### Task description
Reproduce the entries below character for character.

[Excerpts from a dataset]
++++++++
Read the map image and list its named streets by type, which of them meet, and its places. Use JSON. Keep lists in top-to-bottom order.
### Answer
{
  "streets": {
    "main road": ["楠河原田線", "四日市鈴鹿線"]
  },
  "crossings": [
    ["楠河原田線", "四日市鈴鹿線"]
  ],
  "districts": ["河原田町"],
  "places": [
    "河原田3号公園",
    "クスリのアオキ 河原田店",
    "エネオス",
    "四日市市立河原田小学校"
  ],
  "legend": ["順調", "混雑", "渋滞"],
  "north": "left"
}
++++++++
### Response to this exercise
Read the map image and list its named streets by type, which of them meet, and its places. Use JSON. Keep lists in top-to-bottom order.
### Answer
{
  "streets": {
    "main road": ["楠河原田線", "四日市鈴鹿線"]
  },
  "crossings": [
    ["楠河原田線", "四日市鈴鹿線"]
  ],
  "districts": ["河原田町"],
  "places": [
    "河原田3号公園",
    "クスリのアオキ 河原田店",
    "エネオス",
    "四日市市立河原田小学校"
  ],
  "legend": ["順調", "混雑", "渋滞"],
  "north": "left"
}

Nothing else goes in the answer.